Craniale Manuelle Therapie

Craniale Manuelle Therapie – wie sie in der CRAFTA Weiterbildung gelehrt wir.

Was ist craniale manuelle Therapie

Mit kranialer manueller Therapie ist gemeint: Assessment und Behandlung durch passive Bewegungen (Bewegungen durch den Therapeuten ausgeführt) des Schädels und des Gesichtknochen. Während der Untersuchung werden drei Parameter untersucht: Resistance (Widerstand), Rebound und persönliche (individuelle ) Reaktion. Siehe auch Abb.1.

  • Resistance: ist die Anwesenheit und die Qualität der Reaktion des Gewebes, der während des zunehmenden Drucks bei den passiven Bewegungen vom Therapeut registriert wird (Maitland et al 2013).
  • Rebound: ist eine Reaktion des kranialen Gewebes auf Kräfte wenn z.B. eine passive Bewegung ausgeführt wird. Diese Reaktion basiert auf der Umwandlung der Kräfte überwiegend zwischen den cranialen Knochenstrukturen, was auch „Stress- Transducer- System“ genannt wird (Oudhof 2001, Proffit 2013).
  • Persönliche (individuelle) Reaktionen können unterteilt werden in:
    • Sensorische Reaktion: ist die persönliche Erfahrung des Patienten während der Durchführung der cranialen passiven Bewegung wie Schmerzen, Schwindel, Tinnitus, schweres Körpergefühl etc.
    • Physikalische Reaktion des Körpers: auf passive craniale Bewegungen wie z. Bsp. Hautrötung und Hauttemperatur, veränderter Muskeltonus, nasale Atmung, motorisches Ausdauer, etc.

Klinisch lassen sich diese Reaktionen verschieden klassifizieren. Sensorische und physikalische Reaktionen können während der Behandlung auftreten, oder aber auch mit einer Verzögerung innerhalb von 6 Stunden, 24 Stunden oder einigen Tagen.

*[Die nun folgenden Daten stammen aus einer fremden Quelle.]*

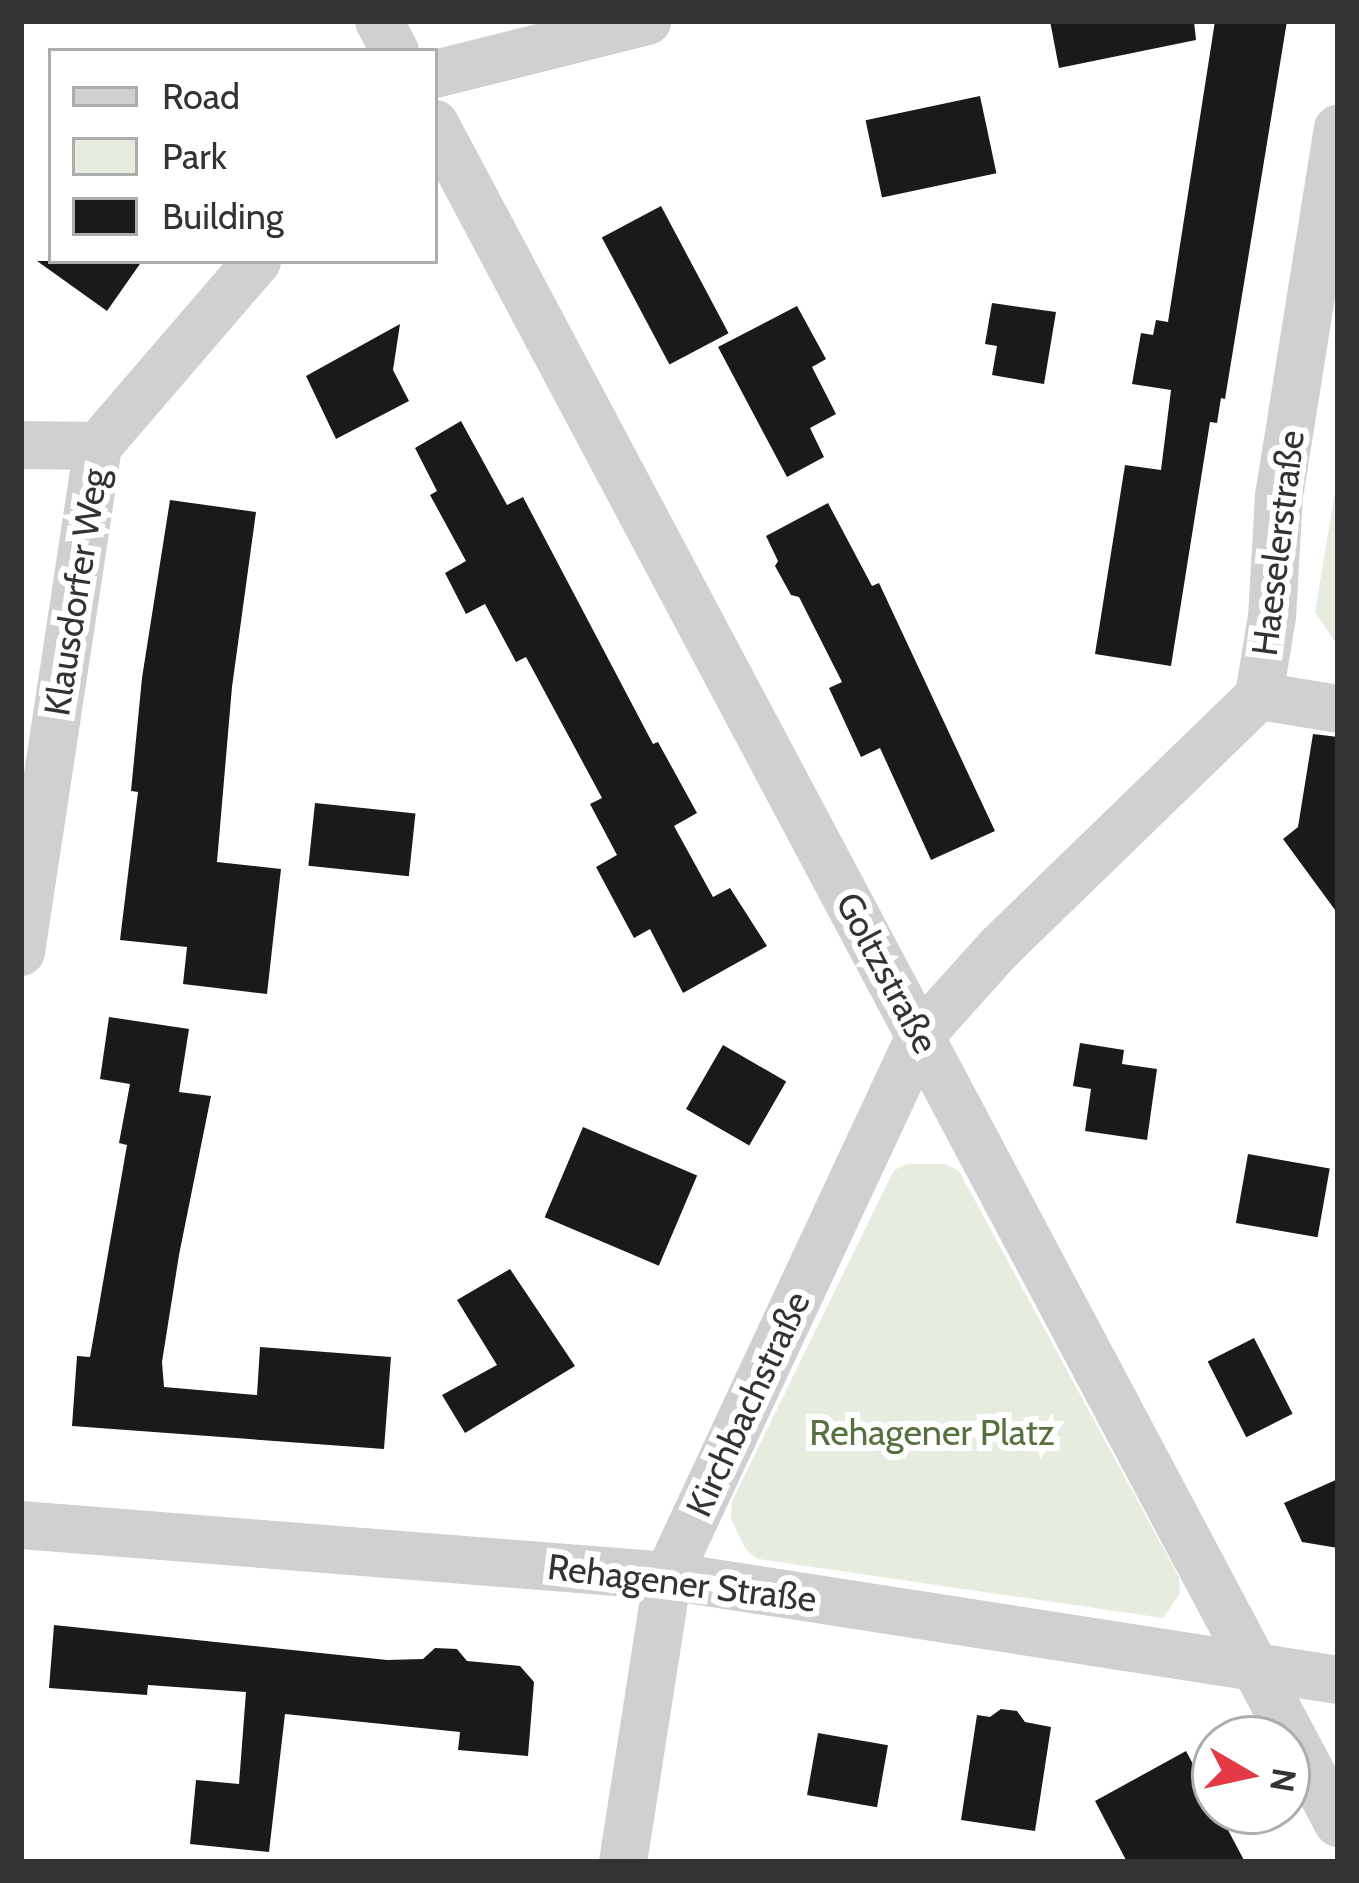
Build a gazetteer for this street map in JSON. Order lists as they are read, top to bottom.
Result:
{
  "streets": {
    "street": [
      "Haeselerstraße",
      "Klausdorfer Weg",
      "Goltzstraße",
      "Kirchbachstraße",
      "Rehagener Straße"
    ]
  },
  "crossings": [
    ["Haeselerstraße", "Goltzstraße"],
    ["Haeselerstraße", "Kirchbachstraße"],
    ["Goltzstraße", "Kirchbachstraße"],
    ["Goltzstraße", "Rehagener Straße"],
    ["Kirchbachstraße", "Rehagener Straße"]
  ],
  "parks": ["Rehagener Platz"],
  "legend": ["Road", "Park", "Building"],
  "north": "right"
}
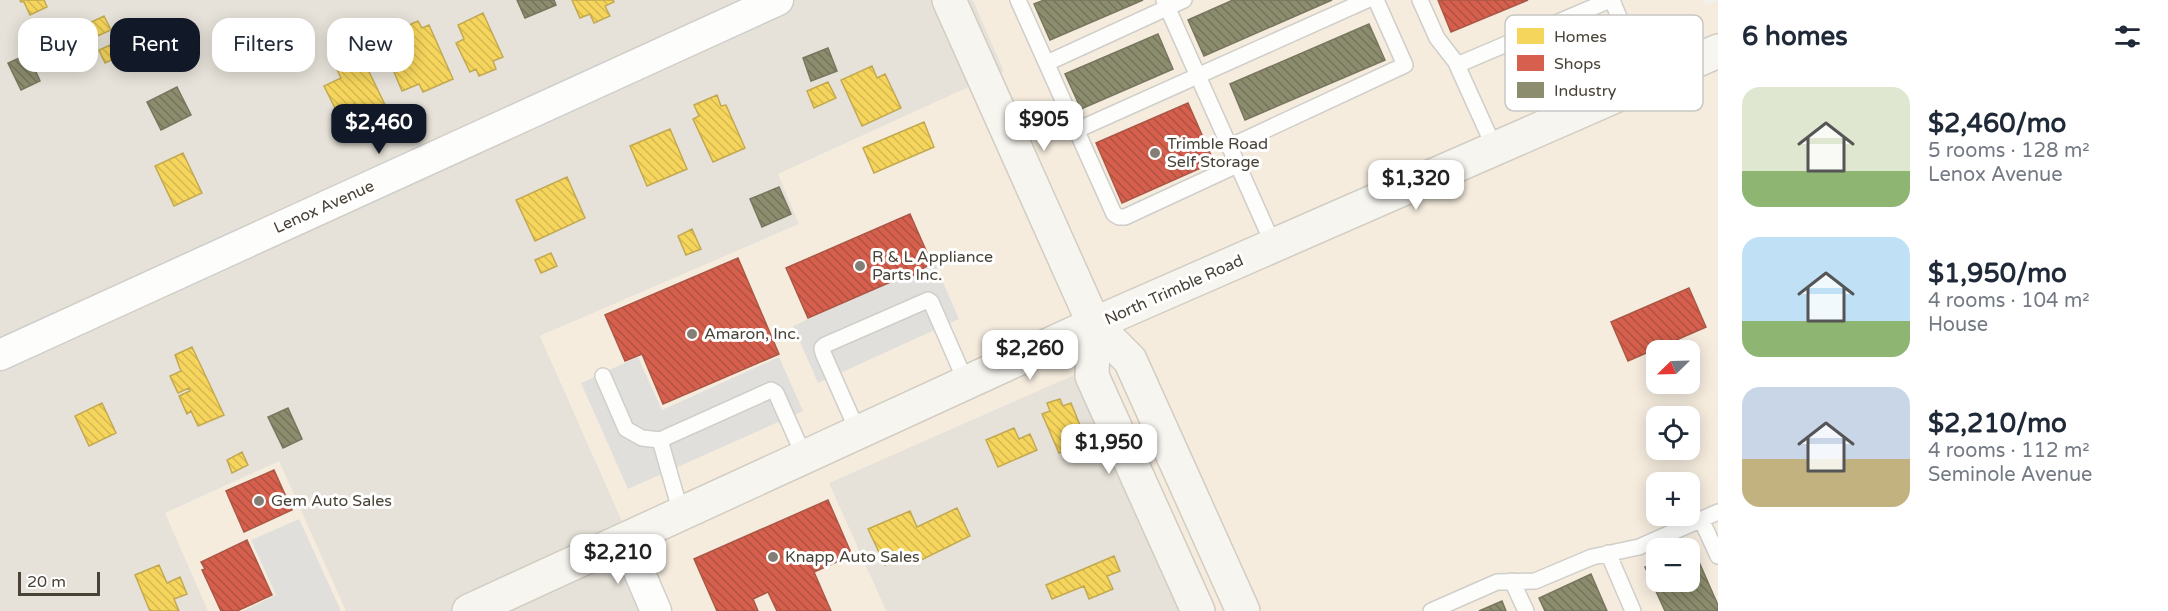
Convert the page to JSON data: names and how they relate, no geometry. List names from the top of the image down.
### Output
{
  "streets": {
    "main road": ["North Trimble Road"],
    "street": ["Lenox Avenue"]
  },
  "places": [
    "Trimble Road Self Storage",
    "R & L Appliance Parts Inc.",
    "Amaron, Inc.",
    "Gem Auto Sales",
    "Knapp Auto Sales"
  ],
  "legend": ["Homes", "Shops", "Industry"],
  "scale_bar": "20 m",
  "north": "bottom left",
  "page": {
    "heading": "6 homes",
    "chip": [
      "Buy",
      "Rent",
      "Filters",
      "New"
    ],
    "list": [
      {
        "name": "$2,460/mo",
        "note": "5 rooms · 128 m² · Lenox Avenue"
      },
      {
        "name": "$1,950/mo",
        "note": "4 rooms · 104 m² · House"
      },
      {
        "name": "$2,210/mo",
        "note": "4 rooms · 112 m² · Seminole Avenue"
      }
    ],
    "price": [
      "$905",
      "$2,460",
      "$1,320",
      "$2,260",
      "$1,950",
      "$2,210"
    ],
    "map_buttons": ["+", "−"],
    "scale": "20 m"
  }
}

01 Manual Cranial Therapy De
Arthrokinematisches Modell einer funktionellen Einheit nach van Roy 2004. Das Cranium adaptiert auf externen Druck dominant durch Spannung und Verformung (geringe Bewegungsfreiheit) und hat dadurch gewisse Anpassungsfähigkeiten (Compliance )

Diese drei Parameter werden untersucht mit 6 Standard-Tests, wenn notwendig gefolgt von spezifischen tests. Abnormale Befunde wie gesteigerter Widerstand, reduzierter Rebound und Reproduktion der Symptome des Patienten (sensorische Reaktionen) können Informationen geben, welches klinische Muster (wie z.B. Post -traumatische Kopfschmerzen, einseitiger subjektiver Tinnitus, Gesichtstrauma, chronische (pseudo) Sinusitis oder pädiatrische Ohrschmerzen) vorhanden ist.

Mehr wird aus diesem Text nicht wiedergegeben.